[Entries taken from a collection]
"""

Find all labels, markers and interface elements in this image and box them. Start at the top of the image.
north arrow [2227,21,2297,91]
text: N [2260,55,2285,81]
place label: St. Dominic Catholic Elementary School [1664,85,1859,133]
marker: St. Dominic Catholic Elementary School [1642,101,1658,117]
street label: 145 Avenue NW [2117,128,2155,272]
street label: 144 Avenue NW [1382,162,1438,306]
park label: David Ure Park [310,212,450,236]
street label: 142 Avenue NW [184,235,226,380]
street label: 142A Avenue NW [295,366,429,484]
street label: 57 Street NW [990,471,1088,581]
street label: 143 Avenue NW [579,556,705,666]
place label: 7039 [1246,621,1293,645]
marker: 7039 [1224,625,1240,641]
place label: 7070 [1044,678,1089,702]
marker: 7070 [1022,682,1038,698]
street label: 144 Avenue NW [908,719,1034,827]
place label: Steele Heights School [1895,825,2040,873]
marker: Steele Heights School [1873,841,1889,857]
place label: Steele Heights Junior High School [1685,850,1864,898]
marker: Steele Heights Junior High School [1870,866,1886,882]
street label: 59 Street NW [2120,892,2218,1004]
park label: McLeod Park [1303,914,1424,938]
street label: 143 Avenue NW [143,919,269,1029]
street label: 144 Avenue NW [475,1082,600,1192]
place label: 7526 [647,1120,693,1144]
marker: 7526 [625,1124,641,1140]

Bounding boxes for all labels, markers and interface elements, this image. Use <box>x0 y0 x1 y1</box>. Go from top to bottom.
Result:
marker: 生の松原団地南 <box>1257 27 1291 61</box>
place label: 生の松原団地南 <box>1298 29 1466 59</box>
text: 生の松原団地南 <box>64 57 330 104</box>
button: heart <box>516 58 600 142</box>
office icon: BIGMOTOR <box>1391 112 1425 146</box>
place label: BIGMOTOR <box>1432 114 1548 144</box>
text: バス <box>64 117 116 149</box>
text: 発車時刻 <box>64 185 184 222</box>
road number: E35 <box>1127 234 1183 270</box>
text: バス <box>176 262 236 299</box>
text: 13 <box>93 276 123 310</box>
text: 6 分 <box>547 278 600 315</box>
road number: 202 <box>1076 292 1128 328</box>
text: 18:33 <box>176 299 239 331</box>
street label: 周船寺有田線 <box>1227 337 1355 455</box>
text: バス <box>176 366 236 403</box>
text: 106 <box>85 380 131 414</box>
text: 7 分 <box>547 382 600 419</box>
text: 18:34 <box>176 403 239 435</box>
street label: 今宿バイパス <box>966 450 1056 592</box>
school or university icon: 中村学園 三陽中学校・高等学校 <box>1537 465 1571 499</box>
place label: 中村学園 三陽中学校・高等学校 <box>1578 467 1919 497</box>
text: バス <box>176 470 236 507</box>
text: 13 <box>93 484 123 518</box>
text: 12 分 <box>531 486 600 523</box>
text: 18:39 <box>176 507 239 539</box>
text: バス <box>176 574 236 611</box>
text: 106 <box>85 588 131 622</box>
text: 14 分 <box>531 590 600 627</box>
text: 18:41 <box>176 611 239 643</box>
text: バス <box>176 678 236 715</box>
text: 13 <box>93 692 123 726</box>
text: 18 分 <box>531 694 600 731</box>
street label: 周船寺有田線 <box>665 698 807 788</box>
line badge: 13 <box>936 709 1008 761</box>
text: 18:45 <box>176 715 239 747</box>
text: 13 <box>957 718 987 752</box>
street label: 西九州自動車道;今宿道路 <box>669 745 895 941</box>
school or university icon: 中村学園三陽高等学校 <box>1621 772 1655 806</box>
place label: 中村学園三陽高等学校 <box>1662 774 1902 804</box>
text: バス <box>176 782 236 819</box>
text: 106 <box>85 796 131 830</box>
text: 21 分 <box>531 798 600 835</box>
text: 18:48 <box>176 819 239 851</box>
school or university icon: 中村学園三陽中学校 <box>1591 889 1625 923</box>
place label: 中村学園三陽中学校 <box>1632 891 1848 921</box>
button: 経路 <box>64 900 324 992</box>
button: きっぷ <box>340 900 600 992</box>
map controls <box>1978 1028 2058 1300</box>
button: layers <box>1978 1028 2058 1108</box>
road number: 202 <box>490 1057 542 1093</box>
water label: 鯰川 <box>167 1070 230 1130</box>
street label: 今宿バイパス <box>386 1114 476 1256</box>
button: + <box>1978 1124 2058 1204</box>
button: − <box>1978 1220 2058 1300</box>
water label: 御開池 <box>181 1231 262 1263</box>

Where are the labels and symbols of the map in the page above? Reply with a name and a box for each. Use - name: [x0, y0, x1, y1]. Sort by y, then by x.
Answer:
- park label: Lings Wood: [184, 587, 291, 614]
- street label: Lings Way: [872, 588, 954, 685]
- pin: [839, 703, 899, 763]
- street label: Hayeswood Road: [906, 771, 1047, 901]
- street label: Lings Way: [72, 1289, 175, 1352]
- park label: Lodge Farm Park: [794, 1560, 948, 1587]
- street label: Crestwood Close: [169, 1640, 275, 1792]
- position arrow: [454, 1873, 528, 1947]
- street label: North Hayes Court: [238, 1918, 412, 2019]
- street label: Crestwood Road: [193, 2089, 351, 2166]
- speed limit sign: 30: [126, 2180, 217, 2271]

"""

# Aim of the task:
Above are the records; please copy exactly their first line and each line after it through the line containing "Bounding boxes for", and no line after that.

# Exercise result:
Find all labels, markers and interface elements in this image and box them. Start at the top of the image.
north arrow [2227,21,2297,91]
text: N [2260,55,2285,81]
place label: St. Dominic Catholic Elementary School [1664,85,1859,133]
marker: St. Dominic Catholic Elementary School [1642,101,1658,117]
street label: 145 Avenue NW [2117,128,2155,272]
street label: 144 Avenue NW [1382,162,1438,306]
park label: David Ure Park [310,212,450,236]
street label: 142 Avenue NW [184,235,226,380]
street label: 142A Avenue NW [295,366,429,484]
street label: 57 Street NW [990,471,1088,581]
street label: 143 Avenue NW [579,556,705,666]
place label: 7039 [1246,621,1293,645]
marker: 7039 [1224,625,1240,641]
place label: 7070 [1044,678,1089,702]
marker: 7070 [1022,682,1038,698]
street label: 144 Avenue NW [908,719,1034,827]
place label: Steele Heights School [1895,825,2040,873]
marker: Steele Heights School [1873,841,1889,857]
place label: Steele Heights Junior High School [1685,850,1864,898]
marker: Steele Heights Junior High School [1870,866,1886,882]
street label: 59 Street NW [2120,892,2218,1004]
park label: McLeod Park [1303,914,1424,938]
street label: 143 Avenue NW [143,919,269,1029]
street label: 144 Avenue NW [475,1082,600,1192]
place label: 7526 [647,1120,693,1144]
marker: 7526 [625,1124,641,1140]

Bounding boxes for all labels, markers and interface elements, this image. Use <box>x0 y0 x1 y1</box>. Go from top to bottom.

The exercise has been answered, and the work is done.